FORCE – L’internamento di 150 soldati italiani prigionieri in un campo di lavoro a 70 chilometri da Berlino e la loro barbara fucilazione avvenuta nella notte del 23 aprile 1945 ad opera di una divisione dell’esercito nazista sono i drammatici eventi ripercorsi da Patrizia Donà nelle pagine di “Treuenbrietzen, storia di una strage”.

L’eccezionale testimonianza è stata presentata sabato scorso nel corso di un incontro che si è tenuto a Force alla presenza dell’autrice, del sindaco Augusto Curti e di uno dei quattro soldati miracolosamente scampati all’eccidio: Antonio Ceseri (classe 1924) che ha narrato con grande lucidità alcuni aneddoti di una tragedia rimasta ai più assai sconosciuta.

Erano presenti anche il vice Prefetto di Ascoli Piceno Marisa Marchetti, l’assessore provinciale alla Cultura Andrea Maria Antonini e alcuni famigliari di Germano Cappelli soldato di Force che si salvò insieme a Ceseri, Edo Magnalardo e Vittorio Vardolini.
Nel corso della presentazione è stato poi proiettato un filmato, curato e girato da Massimiliano Zerbini, che ha documentato un recente sopralluogo nella zona del massacro.

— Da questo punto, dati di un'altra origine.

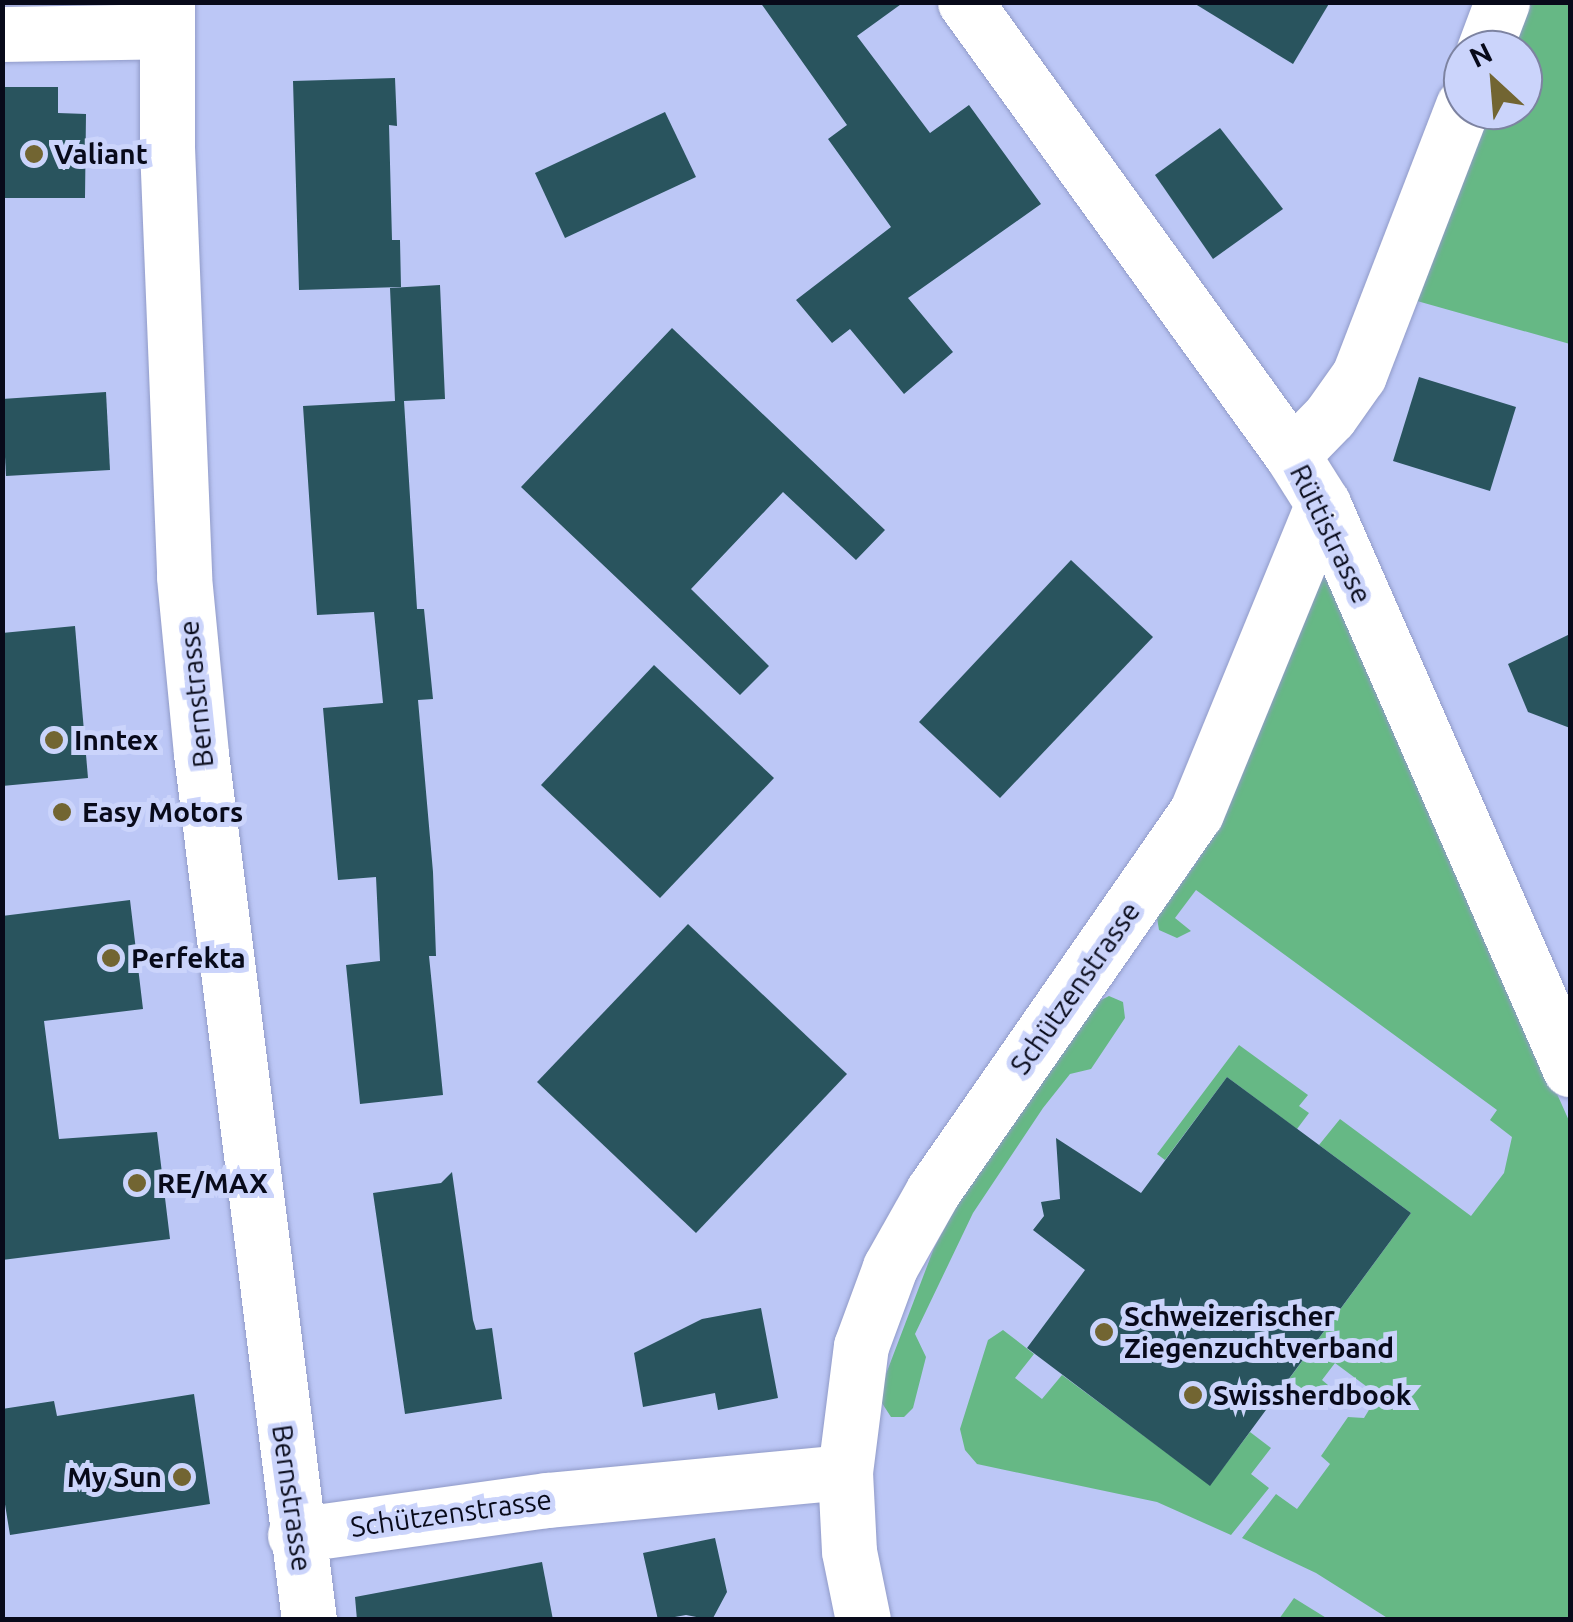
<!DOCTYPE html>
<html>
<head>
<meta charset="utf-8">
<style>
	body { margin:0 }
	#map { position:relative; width:1573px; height:1622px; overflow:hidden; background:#bcc7f6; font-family:Ubuntu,sans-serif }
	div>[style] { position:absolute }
	.green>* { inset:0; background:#66b885 }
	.building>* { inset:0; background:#29545e }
	.roads { filter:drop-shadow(0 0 2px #919bc8) drop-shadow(0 0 2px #919bc8) }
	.minor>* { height:55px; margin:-27.5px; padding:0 27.5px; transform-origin:27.5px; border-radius:27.5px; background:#fff }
	.major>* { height:55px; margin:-27.5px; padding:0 27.5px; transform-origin:27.5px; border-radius:27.5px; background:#fff }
	.dots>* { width:28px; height:28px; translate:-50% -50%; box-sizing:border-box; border:5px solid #cbd4fb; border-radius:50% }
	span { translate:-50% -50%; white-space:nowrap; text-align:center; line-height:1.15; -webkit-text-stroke:10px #cbd4fb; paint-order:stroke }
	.poi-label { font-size:28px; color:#080a1a; font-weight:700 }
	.left { translate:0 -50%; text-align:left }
	.right { translate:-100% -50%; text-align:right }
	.street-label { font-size:28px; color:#080a1a }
	.frame { position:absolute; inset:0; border:5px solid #080a1a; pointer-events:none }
	.north { position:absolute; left:1443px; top:30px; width:100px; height:100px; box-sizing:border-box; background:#cbd4fb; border:2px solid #7d83a1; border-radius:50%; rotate:334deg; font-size:28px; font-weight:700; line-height:40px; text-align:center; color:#080a1a }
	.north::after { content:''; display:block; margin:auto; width:35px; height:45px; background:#726532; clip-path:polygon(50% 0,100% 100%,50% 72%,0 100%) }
</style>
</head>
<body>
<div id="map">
	<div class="green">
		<i style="clip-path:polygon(1521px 3px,1570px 3px,1570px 344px,1410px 299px,1481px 110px,1523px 110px,1523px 50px,1503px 50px)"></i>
		<i style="clip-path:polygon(1325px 573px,1570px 1123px,1570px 1619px,1389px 1619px,1316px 1573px,1242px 1538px,1276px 1494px,1297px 1509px,1330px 1464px,1321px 1456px,1348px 1417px,1364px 1418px,1378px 1395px,1335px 1363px,1322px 1380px,1328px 1385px,1316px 1400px,1289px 1379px,1411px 1213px,1319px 1145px,1340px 1119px,1471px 1216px,1504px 1173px,1512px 1137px,1490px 1120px,1497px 1110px,1196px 890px,1175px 918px,1191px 931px,1177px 938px,1159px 930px,1157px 918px,1200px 857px,1318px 578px)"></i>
		<i style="clip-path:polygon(1109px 996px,1123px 1002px,1125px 1018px,1091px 1069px,1070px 1074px,1043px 1108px,973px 1213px,915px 1334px,926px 1357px,913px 1408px,904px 1417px,891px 1417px,880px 1400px,886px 1374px,934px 1248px,957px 1205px,1028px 1098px,1099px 1001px)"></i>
		<i style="clip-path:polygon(1239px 1045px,1308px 1095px,1299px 1106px,1309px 1113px,1297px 1129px,1227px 1077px,1165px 1160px,1157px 1154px)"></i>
		<i style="clip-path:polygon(1003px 1330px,1034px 1354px,1015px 1378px,1042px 1399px,1062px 1375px,1210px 1485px,1250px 1432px,1271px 1448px,1251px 1474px,1269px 1488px,1231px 1535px,1157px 1502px,977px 1464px,965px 1450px,960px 1429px,988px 1340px)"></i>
		<i style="clip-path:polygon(1294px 1598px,1328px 1619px,1279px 1619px)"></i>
	</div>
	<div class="building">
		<i style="clip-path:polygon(760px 2px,904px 2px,857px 36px,930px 133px,969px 105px,1041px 204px,908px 298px,953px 352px,904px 394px,850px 329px,832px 343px,796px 300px,891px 227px,828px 139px,847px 125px)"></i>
		<i style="clip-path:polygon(1192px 2px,1330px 2px,1293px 64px)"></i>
		<i style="clip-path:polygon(395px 78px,397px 126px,389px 125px,392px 240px,400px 240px,401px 287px,299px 290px,293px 81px)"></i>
		<i style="clip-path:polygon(5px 87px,58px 87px,58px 113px,86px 114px,85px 198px,2px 198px)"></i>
		<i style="clip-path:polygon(665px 112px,696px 177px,565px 238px,535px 173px)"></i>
		<i style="clip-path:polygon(1220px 128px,1283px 209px,1213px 259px,1155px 175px)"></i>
		<i style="clip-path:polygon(440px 285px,445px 399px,404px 401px,417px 609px,424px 609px,433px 699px,418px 700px,433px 872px,436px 956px,429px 956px,443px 1095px,360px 1104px,346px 965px,380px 961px,376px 877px,338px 880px,323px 708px,383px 703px,374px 612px,317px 615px,303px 406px,395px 401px,390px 288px)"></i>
		<i style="clip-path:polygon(672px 328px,885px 530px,856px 560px,783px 492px,691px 589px,769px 666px,740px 695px,521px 487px)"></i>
		<i style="clip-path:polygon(1419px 377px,1516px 407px,1490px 491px,1393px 461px)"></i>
		<i style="clip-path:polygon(106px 392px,110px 470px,6px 476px,2px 399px)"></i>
		<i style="clip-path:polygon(1071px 560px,1153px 637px,1000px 798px,919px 722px)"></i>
		<i style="clip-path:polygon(75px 626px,88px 778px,2px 786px,2px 633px)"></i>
		<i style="clip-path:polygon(1570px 634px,1570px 728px,1528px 712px,1508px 664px)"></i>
		<i style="clip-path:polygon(654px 665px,774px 778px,660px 898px,541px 785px)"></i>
		<i style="clip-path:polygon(130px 900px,143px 1009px,44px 1021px,59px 1139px,157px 1132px,170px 1239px,2px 1260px,2px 916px)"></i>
		<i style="clip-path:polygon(688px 924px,847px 1074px,696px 1233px,537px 1082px)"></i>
		<i style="clip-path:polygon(1227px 1077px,1411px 1213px,1210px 1486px,1027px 1348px,1085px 1270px,1033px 1230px,1044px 1216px,1041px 1202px,1060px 1199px,1056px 1138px,1141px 1193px)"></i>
		<i style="clip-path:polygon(452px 1172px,473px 1320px,476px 1330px,492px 1328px,502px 1399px,405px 1414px,373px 1193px,441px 1183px)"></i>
		<i style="clip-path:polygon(761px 1308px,778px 1398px,718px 1410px,715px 1393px,643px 1407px,634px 1353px,702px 1319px)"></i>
		<i style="clip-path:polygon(194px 1394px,210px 1504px,10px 1535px,2px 1486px,2px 1409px,54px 1401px,57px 1416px)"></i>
		<i style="clip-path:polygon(715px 1538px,727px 1592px,712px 1620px,686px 1615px,658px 1620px,643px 1553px)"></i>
		<i style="clip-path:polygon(542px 1562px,553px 1620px,357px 1620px,355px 1597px)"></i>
	</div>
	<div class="roads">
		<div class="minor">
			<i style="left:965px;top:2px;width:559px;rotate:54.18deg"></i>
			<i style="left:1292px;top:455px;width:58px;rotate:57.7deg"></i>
			<i style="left:1323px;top:504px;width:617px;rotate:66.39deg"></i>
			<i style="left:2px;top:34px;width:165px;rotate:-1deg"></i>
			<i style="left:1484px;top:50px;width:51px;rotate:-69.4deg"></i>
			<i style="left:1292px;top:455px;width:54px;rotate:-45.7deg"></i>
			<i style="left:1330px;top:416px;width:50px;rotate:-54.7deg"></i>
			<i style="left:1359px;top:375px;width:289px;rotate:-68.9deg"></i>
			<i style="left:295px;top:1535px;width:254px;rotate:-7.9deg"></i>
			<i style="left:547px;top:1500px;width:299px;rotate:-5.4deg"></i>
			<i style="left:863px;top:1620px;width:70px;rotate:-101.5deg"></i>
			<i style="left:849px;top:1551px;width:79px;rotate:-92.9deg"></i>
			<i style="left:845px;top:1472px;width:127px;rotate:-82.8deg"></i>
			<i style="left:861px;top:1346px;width:84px;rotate:-69.8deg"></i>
			<i style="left:890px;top:1267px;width:87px;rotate:-60.5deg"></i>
			<i style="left:933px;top:1191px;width:460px;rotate:-55.2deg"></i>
			<i style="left:1196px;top:813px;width:334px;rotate:-67.7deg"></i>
		</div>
		<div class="major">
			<i style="left:167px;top:2px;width:145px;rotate:90deg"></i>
			<i style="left:167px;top:147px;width:430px;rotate:87.7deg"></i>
			<i style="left:184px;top:577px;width:178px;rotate:84.5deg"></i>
			<i style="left:201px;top:754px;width:873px;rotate:82.89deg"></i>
		</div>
	</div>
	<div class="dots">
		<i style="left:34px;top:154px;background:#726532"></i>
		<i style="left:54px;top:740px;background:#726532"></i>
		<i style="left:62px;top:812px;background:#726532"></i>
		<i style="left:111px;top:958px;background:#726532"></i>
		<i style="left:137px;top:1183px;background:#726532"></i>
		<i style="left:1104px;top:1332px;background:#726532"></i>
		<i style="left:1193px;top:1395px;background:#726532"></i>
		<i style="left:182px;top:1477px;background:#726532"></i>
	</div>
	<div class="poi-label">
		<span class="left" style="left:54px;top:154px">Valiant</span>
		<span class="left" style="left:74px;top:740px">Inntex</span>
		<span class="left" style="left:82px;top:812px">Easy Motors</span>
		<span class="left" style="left:131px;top:958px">Perfekta</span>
		<span class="left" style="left:157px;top:1183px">RE/MAX</span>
		<span class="left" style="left:1124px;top:1332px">Schweizerischer<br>Ziegenzuchtverband</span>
		<span class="left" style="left:1213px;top:1395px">Swissherdbook</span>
		<span class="right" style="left:162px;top:1477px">My Sun</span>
	</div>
	<div class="street-label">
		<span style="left:1331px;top:534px;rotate:64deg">Rüttistrasse</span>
		<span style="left:196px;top:694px;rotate:-96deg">Bernstrasse</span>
		<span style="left:1075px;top:988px;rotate:-55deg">Schützenstrasse</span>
		<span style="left:292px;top:1498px;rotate:82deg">Bernstrasse</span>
		<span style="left:451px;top:1513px;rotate:-8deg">Schützenstrasse</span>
	</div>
	<div class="frame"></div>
	<div class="north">N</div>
</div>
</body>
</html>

«Grazie ai numerosi documenti e soprattutto alle parole dei superstiti ho potuto ricostruire e dare luce a una pagina buia della storia del nostro Paese – ha sottolineato Patrizia Donà, nipote di Aurelio Donola uno dei 127 caduti di Treuenbrietzen – di fatto la morte “silenziosa” di mio nonno così come quella dei suoi compagni, internati nel campo di lavoro all’indomani dell’Armistizio del 1943, costituisce una valorosa testimonianza di amore per la libertà, per la Patria e per la pace da tramandare anche alle future generazioni».

«Per due anni ho lavorato duramente e senza sosta nel campo di Treuenbrietzen nel fabbricare munizioni per l’esercito tedesco – ha raccontato Antonio Ceseri – ricordo che si faticava a ritmi sostenuti, per ben dodici ore al giorno nutrendoci solo con una scodella di zuppa. La notte del 21 aprile del ’45 il nostro lager fu liberato dai russi, i quali però ci invitarono a non uscire dalle baracche per timore di rappresaglie tedesche. Ma dopo soli due giorni le truppe naziste erano nuovamente al campo per condurci presso una cava di sabbia a un’ora di cammino. Nessuno di noi capì realmente cosa stesse accadendo. Ma all’improvviso, giunti nei pressi di una pendice, i soldati aprirono di colpo il fuoco. Io e gli altri tre compagni ci riparammo sotto i corpi dei caduti barbaramente trucidati. Ben quattro proiettili mi sfiorarono la testa e le braccia, ma senza colpirmi, fortunatamente. Rimanemmo in silenzio per qualche ora, poi con ancora indosso tanta paura scappammo verso il bosco, dove trovammo la via di salvezza».

Il signor Cesari insieme agli altri superstiti prese parte, nei mesi successivi, all’identificazione dei 127 caduti, svolgendo un formidabile lavoro per ricostruire i tratti di una delle pagine più tristi della storia dei soldati italiani deportati nei lager tedeschi.

«Desidero ringraziare vivamente la signora Donà per aver realizzato un’opera di grande valenza storiografica, sociale e ideale – ha dichiarato l’assessore Antonini – si tratta di fatto di una straordinaria testimonianza che evoca e riporta alla cronaca le vicende e lo spessore morale di autentici eroi rimasti per troppo tempo nel silenzio. E’ di fatto compito di noi tutti, soprattutto delle Istituzioni, sostenere e promuovere esempi positivi per farsi che anche le giovani generazioni conoscano e si appassionino della storia, del valore e del coraggio di uomini come il signor Ceseri che tanto ci ha arricchito oggi con la sua umanità e con la sua forza d’animo».